In comparing clinical features of ER-positive breast cancer with somatic mutations, Matthew James Ellis, MD, PhD, FRCP, head of the section of breast oncology and Anheuser Busch endowed chair of medical oncology at Washington University in St. Louis, and colleagues applied massively parallel sequencing to tumor and normal DNAs accumulated from patients treated with neoadjuvant aromatase inhibitors.

“The question would be: Is it clinically significant to identify the low-frequency patterns of mutation in a relatively rare disease? Or what does a rare drug mutation really mean in the context of the common malignancy?” Ellis said at a press conference. “To put it in context, just 2% of breast cancer produces a population similar to the annual instance of chronic myeloid leukemia, and no one would tell the leukemia doctor and patient that this disease is not significant.”

In the study, massively parallel sequencing was applied to 77 baseline tumor biopsy samples from the preoperative letrozole trial and the Z1031 trial, followed by targeted sequencing in another 240 trial samples. Standard statistical approaches were used to compare mutation status and clinical parameters, and pathway-based correlation was used to assess interactions between signaling perturbations induced by gene mutations and response to neoadjuvant aromatase inhibitors.

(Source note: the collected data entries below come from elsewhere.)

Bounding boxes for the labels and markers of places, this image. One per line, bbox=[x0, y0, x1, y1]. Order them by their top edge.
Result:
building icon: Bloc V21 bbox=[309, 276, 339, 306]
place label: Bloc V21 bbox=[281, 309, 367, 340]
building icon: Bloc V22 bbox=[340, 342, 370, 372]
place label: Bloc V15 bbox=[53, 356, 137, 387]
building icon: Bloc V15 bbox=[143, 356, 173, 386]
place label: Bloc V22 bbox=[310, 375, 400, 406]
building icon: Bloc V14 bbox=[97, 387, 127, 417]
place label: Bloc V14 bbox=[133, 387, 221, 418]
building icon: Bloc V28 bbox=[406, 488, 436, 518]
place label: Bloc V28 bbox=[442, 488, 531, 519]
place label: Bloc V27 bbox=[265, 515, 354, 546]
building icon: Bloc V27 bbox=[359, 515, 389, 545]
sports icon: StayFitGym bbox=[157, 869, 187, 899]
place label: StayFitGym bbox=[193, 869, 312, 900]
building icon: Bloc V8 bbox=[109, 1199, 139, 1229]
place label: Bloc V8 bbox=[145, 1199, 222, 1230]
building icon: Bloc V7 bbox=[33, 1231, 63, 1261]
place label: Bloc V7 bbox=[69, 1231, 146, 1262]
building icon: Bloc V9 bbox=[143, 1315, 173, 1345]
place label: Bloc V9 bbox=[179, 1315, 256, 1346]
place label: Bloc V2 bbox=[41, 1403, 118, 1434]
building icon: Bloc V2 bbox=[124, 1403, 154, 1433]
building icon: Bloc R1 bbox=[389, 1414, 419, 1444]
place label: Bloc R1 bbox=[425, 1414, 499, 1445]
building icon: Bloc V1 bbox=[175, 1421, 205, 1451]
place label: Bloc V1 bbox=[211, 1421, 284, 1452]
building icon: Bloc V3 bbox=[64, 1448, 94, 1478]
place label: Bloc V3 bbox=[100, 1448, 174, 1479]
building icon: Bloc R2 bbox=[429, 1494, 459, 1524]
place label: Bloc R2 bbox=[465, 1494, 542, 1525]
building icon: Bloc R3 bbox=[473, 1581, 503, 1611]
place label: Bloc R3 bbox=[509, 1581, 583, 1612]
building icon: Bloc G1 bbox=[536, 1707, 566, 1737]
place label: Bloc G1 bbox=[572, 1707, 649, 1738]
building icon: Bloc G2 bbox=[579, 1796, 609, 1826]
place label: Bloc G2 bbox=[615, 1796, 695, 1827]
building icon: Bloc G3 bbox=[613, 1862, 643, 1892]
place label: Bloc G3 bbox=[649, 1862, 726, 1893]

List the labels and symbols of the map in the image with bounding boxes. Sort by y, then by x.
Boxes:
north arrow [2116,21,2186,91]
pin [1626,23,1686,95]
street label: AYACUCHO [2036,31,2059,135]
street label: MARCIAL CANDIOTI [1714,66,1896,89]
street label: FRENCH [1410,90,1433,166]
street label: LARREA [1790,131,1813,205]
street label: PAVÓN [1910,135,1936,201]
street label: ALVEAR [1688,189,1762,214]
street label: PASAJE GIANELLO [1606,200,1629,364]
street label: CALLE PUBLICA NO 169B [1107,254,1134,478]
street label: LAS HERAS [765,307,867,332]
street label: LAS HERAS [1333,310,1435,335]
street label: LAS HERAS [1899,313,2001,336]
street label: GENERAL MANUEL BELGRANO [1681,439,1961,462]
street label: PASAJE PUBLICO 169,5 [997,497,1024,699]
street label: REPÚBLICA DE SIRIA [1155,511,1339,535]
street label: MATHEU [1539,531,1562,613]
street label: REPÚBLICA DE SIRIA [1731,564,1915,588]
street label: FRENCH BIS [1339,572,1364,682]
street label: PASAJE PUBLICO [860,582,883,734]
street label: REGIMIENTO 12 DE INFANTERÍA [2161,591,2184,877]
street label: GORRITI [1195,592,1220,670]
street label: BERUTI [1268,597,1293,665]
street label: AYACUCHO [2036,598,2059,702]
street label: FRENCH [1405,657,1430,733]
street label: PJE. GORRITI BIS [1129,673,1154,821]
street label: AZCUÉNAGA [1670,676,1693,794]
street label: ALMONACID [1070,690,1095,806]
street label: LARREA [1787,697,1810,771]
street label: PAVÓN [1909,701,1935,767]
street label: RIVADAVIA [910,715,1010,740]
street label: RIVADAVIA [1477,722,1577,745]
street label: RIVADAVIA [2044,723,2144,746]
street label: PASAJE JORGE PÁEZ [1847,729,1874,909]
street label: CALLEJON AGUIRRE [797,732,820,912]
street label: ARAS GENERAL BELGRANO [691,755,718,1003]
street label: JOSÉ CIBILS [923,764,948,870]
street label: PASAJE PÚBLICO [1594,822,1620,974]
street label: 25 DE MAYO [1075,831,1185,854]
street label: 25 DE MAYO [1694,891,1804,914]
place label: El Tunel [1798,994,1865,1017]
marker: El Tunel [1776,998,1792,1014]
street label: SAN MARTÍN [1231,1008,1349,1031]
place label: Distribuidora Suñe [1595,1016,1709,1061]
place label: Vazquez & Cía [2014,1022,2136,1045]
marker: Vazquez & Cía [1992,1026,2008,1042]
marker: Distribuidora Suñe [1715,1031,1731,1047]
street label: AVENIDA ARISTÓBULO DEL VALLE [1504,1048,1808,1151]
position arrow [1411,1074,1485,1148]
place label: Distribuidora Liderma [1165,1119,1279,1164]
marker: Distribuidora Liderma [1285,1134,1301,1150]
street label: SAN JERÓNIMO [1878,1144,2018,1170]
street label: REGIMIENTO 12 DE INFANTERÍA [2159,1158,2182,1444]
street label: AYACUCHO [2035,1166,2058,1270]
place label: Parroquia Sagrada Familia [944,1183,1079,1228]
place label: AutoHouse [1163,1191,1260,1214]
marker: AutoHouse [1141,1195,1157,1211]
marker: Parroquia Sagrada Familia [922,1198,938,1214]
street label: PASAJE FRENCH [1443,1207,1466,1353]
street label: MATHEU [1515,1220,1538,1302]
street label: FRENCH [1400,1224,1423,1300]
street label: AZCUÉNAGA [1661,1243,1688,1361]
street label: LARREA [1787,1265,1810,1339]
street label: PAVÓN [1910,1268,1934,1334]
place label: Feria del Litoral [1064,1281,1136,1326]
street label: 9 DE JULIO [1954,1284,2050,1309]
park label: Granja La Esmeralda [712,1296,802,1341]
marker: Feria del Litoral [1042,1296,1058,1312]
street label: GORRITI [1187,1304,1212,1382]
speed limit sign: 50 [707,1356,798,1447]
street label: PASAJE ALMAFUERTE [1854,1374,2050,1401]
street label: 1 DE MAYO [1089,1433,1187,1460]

According to the study results, 18 genes were observed to be significantly mutated above background. Aside from PIK3CA mutations, the list is populated by loss-of-function mutations in tumor suppressor genes. Five genes — including RUNX1, CBFP, MYH9, MLL3 and SF3B1 — have been previously associated with benign and malignant hematopoietic disorders.

Researchers said TP53 mutation was associated with PAM50 LumB status, high-grade histology and high proliferation rates, whereas loss-of-function mutations in MAP3K1 associate with PAM50 lumA status, low proliferation rates and low-grade histology.

“You can look at this data through the lens of the clinical phenotypes and mutations, which provide dichotomies in order to compare these integrated pathway activities between tumors of different genotype and phenotype and then correlate the findings,” Ellis said.

Mutations in GATA3 were linked to significant inhibition of proliferation upon aromatase inhibitors treatment, which suggested that the mutant GATA3 could predict endocrine response. Pathway analysis demonstrated that rare MAP2K4 mutations produce similar pathway perturbations as MAP3K1 mutation. Signaling network patterns driven by IncRNA MALAT1 mutations were also associated with multiple poor clinical outcome features.

“Despite enormous complexity, we were able to find frequently mutant genes with significant effects on the clinical phenotype of the disease,” Ellis said. “Bioinformatic analysis identified a number of functional hubs or pathways consistent with luminal-type resistant tumors. We also identified multiple new types of mutations, in particular low-frequency mutations, which I believe are certainly likely to represent a challenge to investigation, but not impossible.”

For more information:

Ellis MJ. #503. Presented at: the 2012 American Society of Clinical Oncology Annual Meeting; June 1-5, 2012; Chicago.

Disclosure: Dr. Ellis reports no relevant financial disclosures.